Go through the data below and copy each line where the word "JSON" occurs.

--- Record excerpts Enclosed Below ---

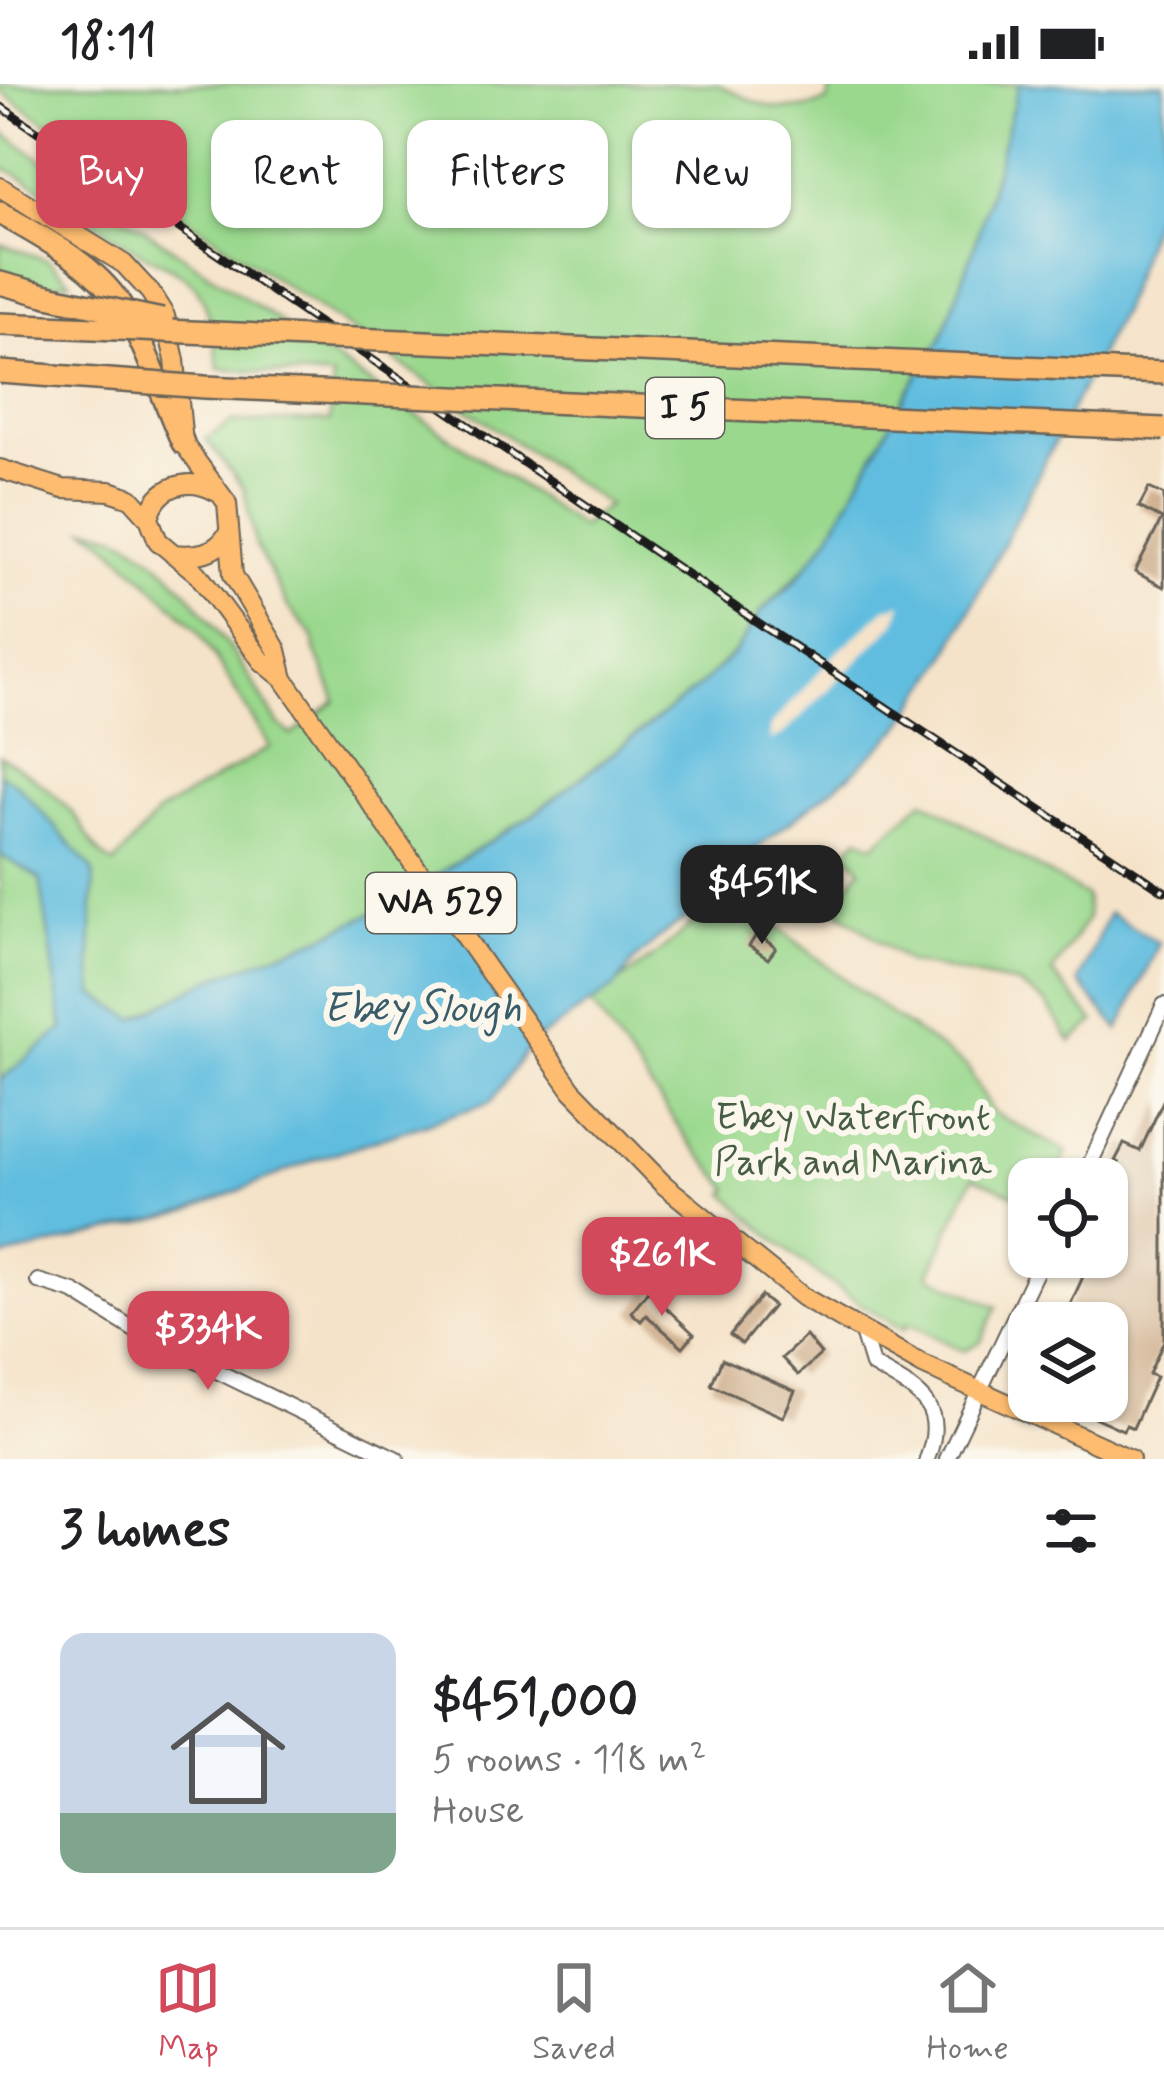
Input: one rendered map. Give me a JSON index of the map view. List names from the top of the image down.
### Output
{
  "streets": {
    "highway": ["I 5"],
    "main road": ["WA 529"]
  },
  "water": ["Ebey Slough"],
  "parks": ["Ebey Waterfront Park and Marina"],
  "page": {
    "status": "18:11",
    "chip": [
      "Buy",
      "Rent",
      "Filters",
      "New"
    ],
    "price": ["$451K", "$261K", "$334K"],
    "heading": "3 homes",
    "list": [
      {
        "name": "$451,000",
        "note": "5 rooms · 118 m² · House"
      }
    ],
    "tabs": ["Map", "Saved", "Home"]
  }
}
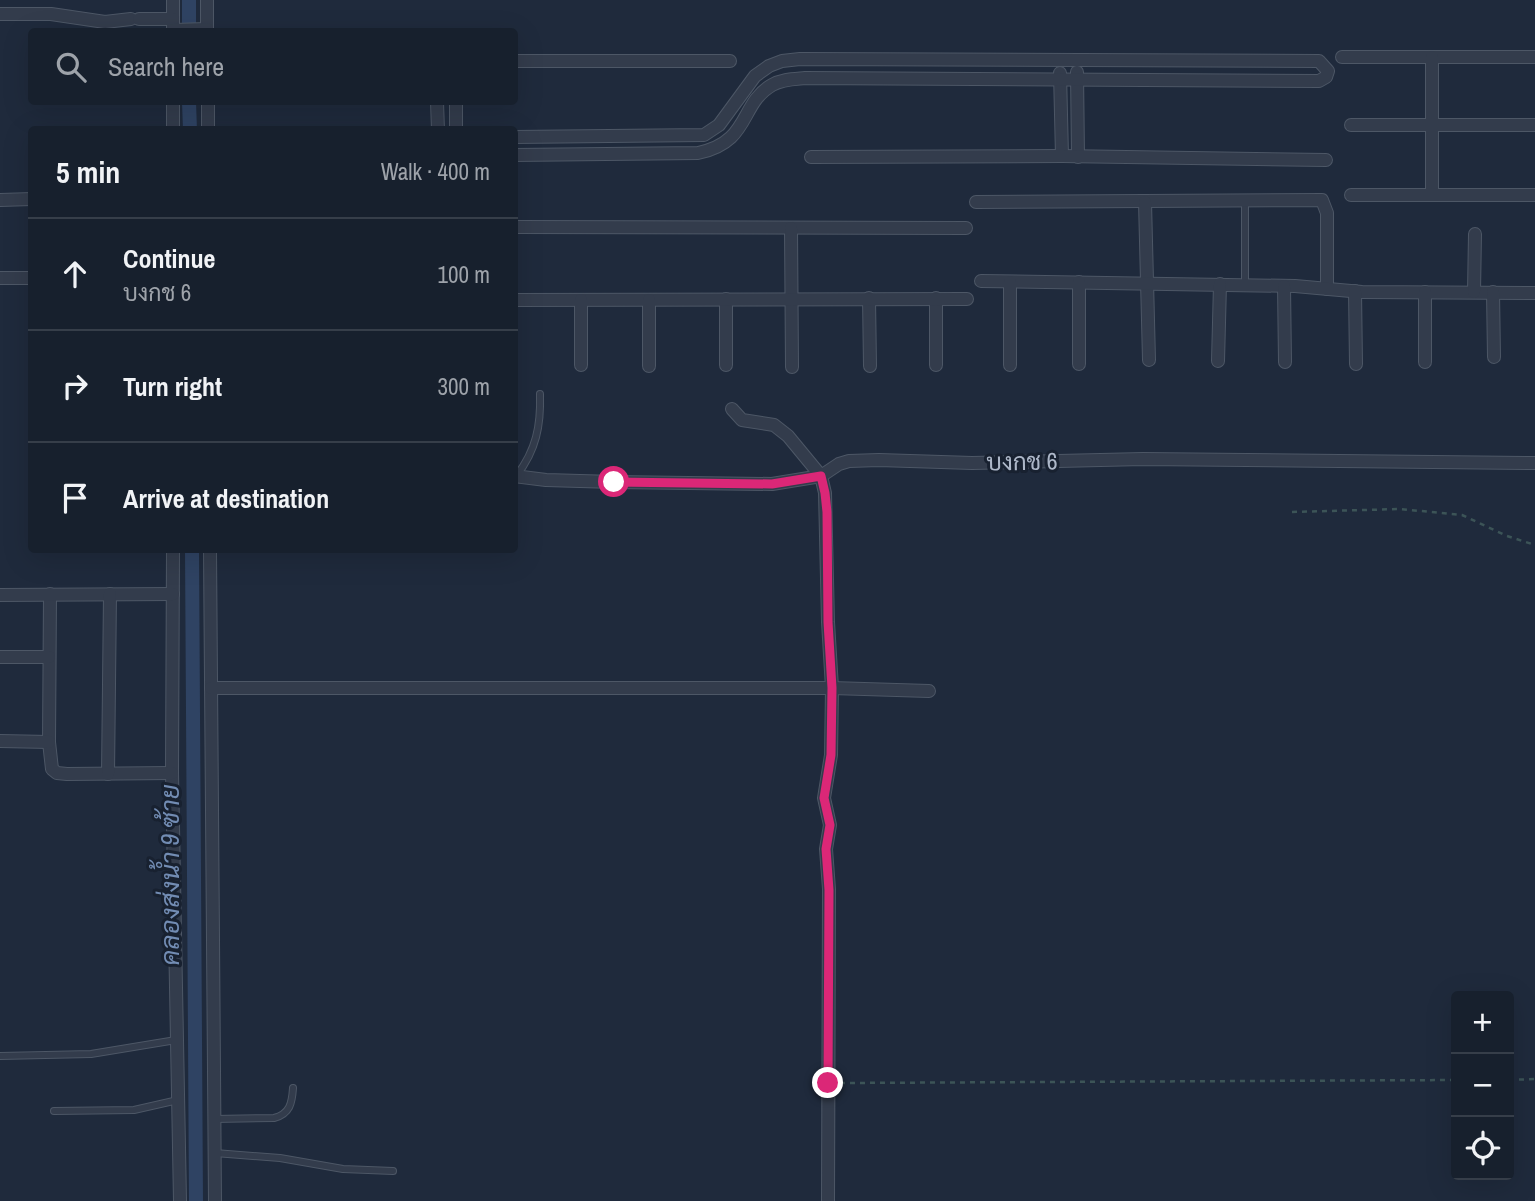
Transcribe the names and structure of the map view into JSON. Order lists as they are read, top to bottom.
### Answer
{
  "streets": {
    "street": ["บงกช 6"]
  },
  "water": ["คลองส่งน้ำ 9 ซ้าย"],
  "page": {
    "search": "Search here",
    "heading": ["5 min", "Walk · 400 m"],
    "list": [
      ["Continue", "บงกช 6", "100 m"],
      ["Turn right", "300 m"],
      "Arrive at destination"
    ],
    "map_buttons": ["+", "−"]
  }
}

--- End of Enclosed Record excerpts ---

■ Result of this exercise
Input: one rendered map. Give me a JSON index of the map view. List names from the top of the image down.
Transcribe the names and structure of the map view into JSON. Order lists as they are read, top to bottom.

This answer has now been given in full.